Before the upgrade, the new device, which utilized a lithium coating to cover the inner wall of the tiny tokamak, was the first to keep the temperature steady from the hot, middle core of the plasma to the usually cool outer edge. “The machine is now ready to exploit the full capability of the upgrade,” stated Phil Efthimion, head of PPPL’s Plasma Science and Technology unit, which supervises the experiment.

Light elements are integrated by fusion in the form of plasma—the hot and charged state of matter made up of atomic nuclei and free electrons—that produces vast amounts of energy. Investigators are looking to simulate fusion on Earth for an almost unlimited supply of power to produce electricity.

In order to complete the upgrade, the researchers created 500 kW of neutral beam power and, at the same time, they boosted the strength of the magnetic field that limits the plasma by two-thirds and also used a lithium coating to cover the tokamak walls; stray plasma particles are absorbed by the apparently magic metal, making sure that they do not bounce back into the middle of the plasma and cool it down. In addition, the researchers increased the neutral beam power to more than 600 kW, boosting the machine’s heating power by a factor of 10.

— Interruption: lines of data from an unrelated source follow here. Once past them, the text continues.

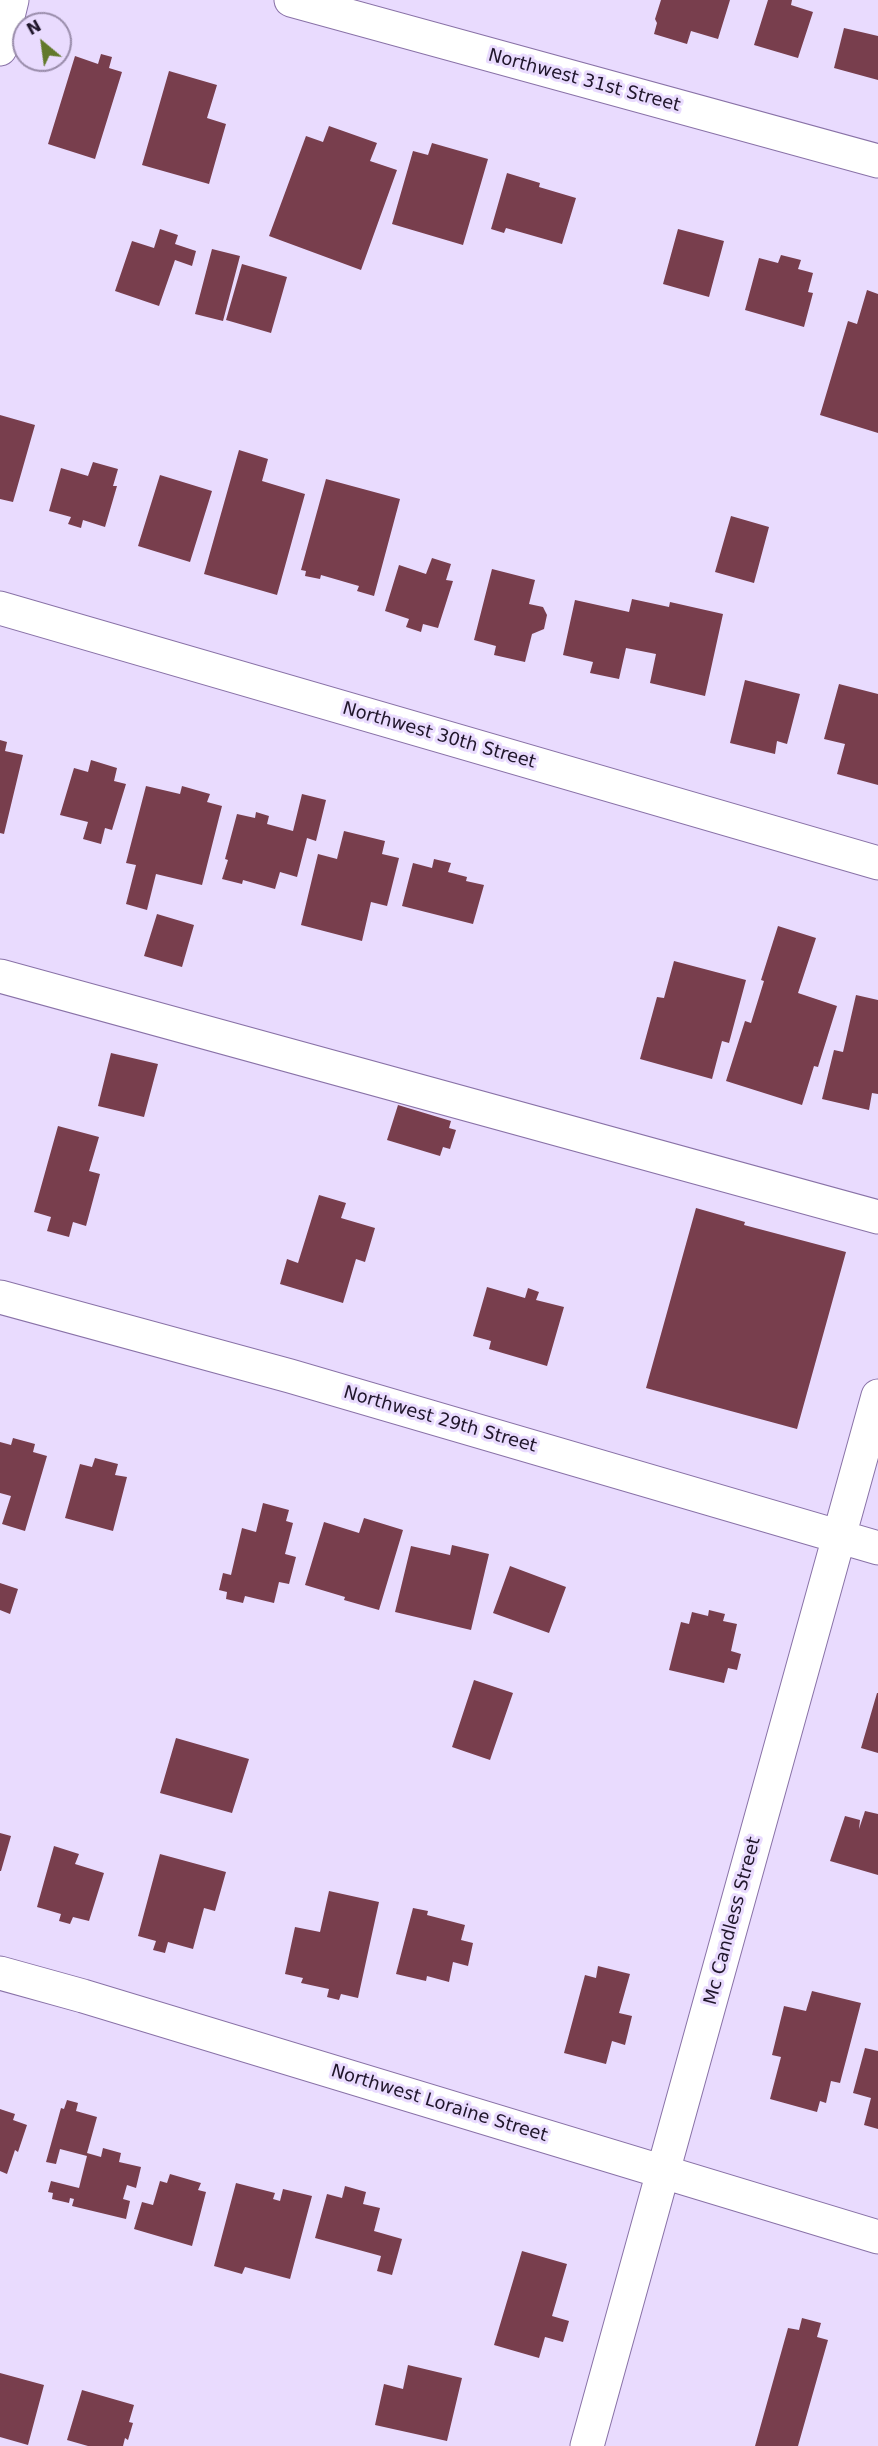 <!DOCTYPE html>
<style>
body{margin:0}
#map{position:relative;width:878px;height:2446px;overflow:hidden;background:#e9dbfe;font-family:"DejaVu Sans",sans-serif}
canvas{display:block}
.north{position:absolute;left:12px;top:12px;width:60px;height:60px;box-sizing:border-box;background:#e9dbfe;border:2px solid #998caa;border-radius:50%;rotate:331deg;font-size:16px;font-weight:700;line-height:24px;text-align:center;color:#20162b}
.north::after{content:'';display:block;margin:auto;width:21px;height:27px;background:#62792b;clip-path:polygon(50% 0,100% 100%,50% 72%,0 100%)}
</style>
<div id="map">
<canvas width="878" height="2446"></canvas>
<div class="north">N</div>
</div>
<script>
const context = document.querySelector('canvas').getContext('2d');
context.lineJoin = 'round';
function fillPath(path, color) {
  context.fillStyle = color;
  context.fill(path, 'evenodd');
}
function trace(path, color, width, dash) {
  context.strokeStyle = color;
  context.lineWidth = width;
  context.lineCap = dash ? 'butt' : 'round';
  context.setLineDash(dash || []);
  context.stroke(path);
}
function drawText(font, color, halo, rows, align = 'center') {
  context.font = font + ' "DejaVu Sans",sans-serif';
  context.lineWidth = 6;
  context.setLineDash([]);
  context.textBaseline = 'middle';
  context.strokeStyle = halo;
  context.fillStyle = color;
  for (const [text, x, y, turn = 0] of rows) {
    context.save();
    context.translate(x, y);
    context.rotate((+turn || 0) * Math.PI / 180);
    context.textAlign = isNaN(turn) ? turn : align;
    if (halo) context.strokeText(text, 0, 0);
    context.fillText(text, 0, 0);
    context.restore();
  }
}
const building = new Path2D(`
 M 661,0 L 730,0 L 718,39 L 691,31 L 687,44 L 654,34 L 657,23 L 655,19 Z
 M 768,0 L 792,0 L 791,5 L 813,12 L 798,58 L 754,45 Z
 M 844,28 L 878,36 L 878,80 L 834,68 Z
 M 101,54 L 112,57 L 109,68 L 122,72 L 95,159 L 48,144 L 75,56 L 98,64 Z
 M 169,71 L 217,85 L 207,118 L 226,124 L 209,184 L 142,165 Z
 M 329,126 L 377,143 L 370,161 L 397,170 L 361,270 L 269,236 L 306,136 L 323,142 Z
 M 432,143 L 488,159 L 463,245 L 392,224 L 413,151 L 428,155 Z
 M 507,173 L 540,183 L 539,187 L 576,198 L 562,244 L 506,228 L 504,233 L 491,229 Z
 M 160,229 L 178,235 L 175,244 L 196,251 L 192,266 L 175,260 L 159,306 L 115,291 L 132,241 L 154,248 Z
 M 678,229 L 724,241 L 709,297 L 663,284 Z
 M 212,249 L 240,256 L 223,321 L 195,314 Z
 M 781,255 L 801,260 L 798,269 L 813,273 L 808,292 L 813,293 L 804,327 L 745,310 L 759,258 L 778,263 Z
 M 242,264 L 287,277 L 271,333 L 226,320 Z
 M 867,290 L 878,294 L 878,433 L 820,415 L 848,321 L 857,324 Z
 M 0,415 L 35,425 L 13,502 L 0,499 Z
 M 239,450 L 268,459 L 262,481 L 305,494 L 277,595 L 204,574 Z
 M 93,462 L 118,469 L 113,486 L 117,486 L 105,527 L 83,520 L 81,528 L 68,524 L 71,517 L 49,511 L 61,468 L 88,476 Z
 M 160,475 L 212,491 L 190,562 L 138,546 Z
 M 326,479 L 400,499 L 374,596 L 357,591 L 359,586 L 321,575 L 320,579 L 305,576 L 306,571 L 301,570 Z
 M 731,516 L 769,527 L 754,583 L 715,572 Z
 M 432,558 L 451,564 L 446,580 L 453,581 L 438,628 L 423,624 L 421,632 L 406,627 L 409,619 L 385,611 L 399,565 L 426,574 Z
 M 492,569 L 535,580 L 529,604 L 543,607 L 547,615 L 544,629 L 532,634 L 525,662 L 494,655 L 496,646 L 474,640 Z
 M 632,599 L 669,607 L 670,602 L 723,614 L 705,696 L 650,683 L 656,654 L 626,648 L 619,679 L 590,673 L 593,662 L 563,655 L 575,600 L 629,612 Z
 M 745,680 L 800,694 L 787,744 L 777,741 L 775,754 L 730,743 Z
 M 839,684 L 878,694 L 878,785 L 837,774 L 845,744 L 824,739 Z
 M 0,740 L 7,742 L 5,751 L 23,755 L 4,834 L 0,833 Z
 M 91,760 L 117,768 L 114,781 L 126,784 L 112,830 L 105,828 L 101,844 L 83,839 L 88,822 L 60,815 L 74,768 L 88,772 Z
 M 146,786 L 180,794 L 182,786 L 210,794 L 207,802 L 222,806 L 202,885 L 156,874 L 147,910 L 126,904 L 136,865 L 126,863 Z
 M 302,794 L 326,800 L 316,841 L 307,838 L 297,877 L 280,872 L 275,889 L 243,880 L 242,884 L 222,879 L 228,860 L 225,859 L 237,814 L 255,818 L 256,812 L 269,816 L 267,824 L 293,831 Z
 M 344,831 L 385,841 L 382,854 L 399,858 L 387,906 L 371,902 L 362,941 L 301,925 L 318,854 L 337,859 Z
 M 434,859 L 451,863 L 448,872 L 467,877 L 466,881 L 484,885 L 473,924 L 402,906 L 413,863 L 432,868 Z
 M 157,914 L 194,925 L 182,967 L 144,956 Z
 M 778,926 L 816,938 L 798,993 L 837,1006 L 818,1067 L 814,1066 L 802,1105 L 726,1081 L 745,1021 L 751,1023 L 764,981 L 761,980 Z
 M 674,961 L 746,980 L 729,1043 L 722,1041 L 712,1079 L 640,1059 L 657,997 L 664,998 Z
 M 856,995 L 878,1000 L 878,1094 L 872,1093 L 869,1110 L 822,1099 L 834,1050 L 843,1052 Z
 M 111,1053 L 158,1064 L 144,1117 L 98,1106 Z
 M 398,1105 L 451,1121 L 449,1128 L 456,1130 L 450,1149 L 443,1147 L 440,1156 L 387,1140 Z
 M 58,1126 L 99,1137 L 89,1171 L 100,1174 L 86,1226 L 73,1222 L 69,1237 L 47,1231 L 51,1217 L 34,1212 Z
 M 319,1195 L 346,1203 L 341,1218 L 375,1228 L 365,1262 L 356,1259 L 343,1303 L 280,1284 L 287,1259 L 298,1263 Z
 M 696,1208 L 745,1222 L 744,1225 L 846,1252 L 797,1429 L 646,1388 Z
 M 487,1287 L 525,1298 L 528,1288 L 539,1292 L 536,1300 L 564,1307 L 547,1366 L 489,1349 L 491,1341 L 473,1336 Z
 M 13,1438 L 35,1444 L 33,1452 L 47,1456 L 25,1531 L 2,1524 L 11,1496 L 0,1493 L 0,1442 L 11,1445 Z
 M 95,1458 L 118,1464 L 115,1475 L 127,1477 L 113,1531 L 65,1518 L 80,1464 L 92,1467 Z
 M 263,1503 L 289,1510 L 286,1521 L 293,1523 L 285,1554 L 296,1557 L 289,1584 L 279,1582 L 274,1603 L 245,1596 L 243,1603 L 226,1599 L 227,1592 L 219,1590 L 223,1573 L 231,1575 L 242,1528 L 256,1532 Z
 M 364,1518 L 403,1530 L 379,1610 L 344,1600 L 345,1597 L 305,1585 L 324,1522 L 359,1533 Z
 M 452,1545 L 489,1554 L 471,1630 L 395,1612 L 411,1546 L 450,1555 Z
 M 510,1566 L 566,1587 L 549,1633 L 493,1613 Z
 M 0,1583 L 18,1589 L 10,1614 L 0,1610 Z
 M 709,1610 L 725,1614 L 723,1621 L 737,1624 L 731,1651 L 741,1654 L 737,1670 L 728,1668 L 724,1683 L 669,1670 L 681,1622 L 689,1624 L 692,1612 L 708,1616 Z
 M 474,1680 L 513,1693 L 490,1760 L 452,1747 Z
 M 877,1693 L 878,1693 L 878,1753 L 861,1748 Z
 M 176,1738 L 249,1759 L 232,1813 L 160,1793 Z
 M 865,1811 L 878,1814 L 878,1875 L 830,1861 L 845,1816 L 860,1820 L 859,1829 Z
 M 0,1833 L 11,1836 L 1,1871 L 0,1871 Z
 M 54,1846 L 79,1854 L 75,1864 L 104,1873 L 89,1921 L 73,1917 L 70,1924 L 59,1921 L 61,1914 L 37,1907 Z
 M 160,1854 L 226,1872 L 215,1911 L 204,1908 L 193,1949 L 168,1942 L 165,1953 L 153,1950 L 156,1941 L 138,1936 Z
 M 329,1891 L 379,1902 L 358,1998 L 341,1994 L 339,2000 L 327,1997 L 329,1989 L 301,1983 L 303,1978 L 285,1974 L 295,1927 L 320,1932 Z
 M 413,1908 L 428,1911 L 427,1915 L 465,1925 L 461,1940 L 473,1943 L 468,1966 L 453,1962 L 449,1982 L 427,1976 L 426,1981 L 396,1974 Z
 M 598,1966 L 630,1974 L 619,2013 L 632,2016 L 625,2045 L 612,2041 L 606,2064 L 564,2053 L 585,1975 L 596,1978 Z
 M 812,1991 L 861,2003 L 840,2083 L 831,2081 L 826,2103 L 820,2101 L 817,2112 L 770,2099 L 781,2057 L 772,2055 L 784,2006 L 806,2011 Z
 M 865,2048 L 878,2051 L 878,2129 L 864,2125 L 871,2098 L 853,2093 Z
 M 67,2100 L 78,2103 L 76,2111 L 97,2117 L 87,2153 L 101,2157 L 103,2148 L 121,2153 L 119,2162 L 141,2167 L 136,2188 L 127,2185 L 123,2199 L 130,2201 L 126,2219 L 72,2206 L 74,2199 L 70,2198 L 69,2203 L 52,2199 L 53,2193 L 48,2192 L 51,2181 L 79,2188 L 87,2156 L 60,2149 L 56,2164 L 46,2162 L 61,2108 L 64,2109 Z
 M 0,2109 L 15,2114 L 13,2120 L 27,2125 L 18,2152 L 15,2150 L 7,2174 L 0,2171 Z
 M 170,2174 L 201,2183 L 198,2190 L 206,2192 L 192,2246 L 134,2229 L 142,2202 L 153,2205 L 160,2181 L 167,2183 Z
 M 236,2183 L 275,2193 L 273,2199 L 280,2201 L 283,2189 L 312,2196 L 290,2279 L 245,2267 L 242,2274 L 214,2266 Z
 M 345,2186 L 366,2192 L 363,2204 L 380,2208 L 374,2231 L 402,2239 L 392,2275 L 377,2271 L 381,2256 L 315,2238 L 327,2194 L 342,2198 Z
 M 522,2251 L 567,2264 L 552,2316 L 569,2321 L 563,2342 L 545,2337 L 539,2358 L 494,2345 Z
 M 802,2318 L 821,2323 L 817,2337 L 828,2340 L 798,2446 L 755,2446 L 788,2328 L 799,2330 Z
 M 408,2365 L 462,2378 L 447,2441 L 375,2425 L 384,2384 L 403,2389 Z
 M 0,2373 L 44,2385 L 28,2445 L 0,2437 Z
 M 82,2390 L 134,2405 L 129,2422 L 133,2423 L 128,2440 L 125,2438 L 123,2446 L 88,2446 L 67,2440 Z`);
const minor = new Path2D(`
 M 291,0 L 878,161
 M 0,49 L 12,0
 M 0,608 L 878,863
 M 0,976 L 878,1217
 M 0,1297 L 290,1376 L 878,1548
 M 0,1973 L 83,1996 L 878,2237
 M 587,2446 L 878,1396`);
const streetNames = [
 ["Northwest 31st Street",584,81,15],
 ["Northwest 30th Street",439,736,16],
 ["Northwest 29th Street",440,1420,16],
 ["Mc Candless Street",733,1921,-75],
 ["Northwest Loraine Street",439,2104,17]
];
fillPath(building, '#783e4d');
trace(minor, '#8972a7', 35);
trace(minor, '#fff', 33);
drawText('18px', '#20162b', '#e9dbfe', streetNames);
</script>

Still maintain good confinement?

The subsequent test is whether the machine that has been upgraded is capable of maintaining constant temperature and excellent confinement in relatively hotter plasmas, with more powerful magnetic fields. The beam upgrade will ensure that the density does not drop and show whether more energetic and hotter plasma can still be regulated.

Upgrade construction required steps that involved installation of a new lithium evaporator and a more robust power supply. It was “a difficult task to accomplish,” Majeski stated. “Everyone worked very hard. We got a lot of help from the laboratory’s NSTX-U [National Spherical Torus Experiment-Upgrade] engineering team.” The engineering effort was supervised by Tom Kozub, and physicist Dennis Boyle ran the device after it fulfilled the operating requirements.

Researchers from eight research centers across the country collaborated on the LTX-β study: Princeton University; Oak Ridge and Lawrence Livermore National Laboratories; University of Wisconsin-Madison; University of California, Los Angeles; University of Tennessee, Knoxvillel and University of Washington.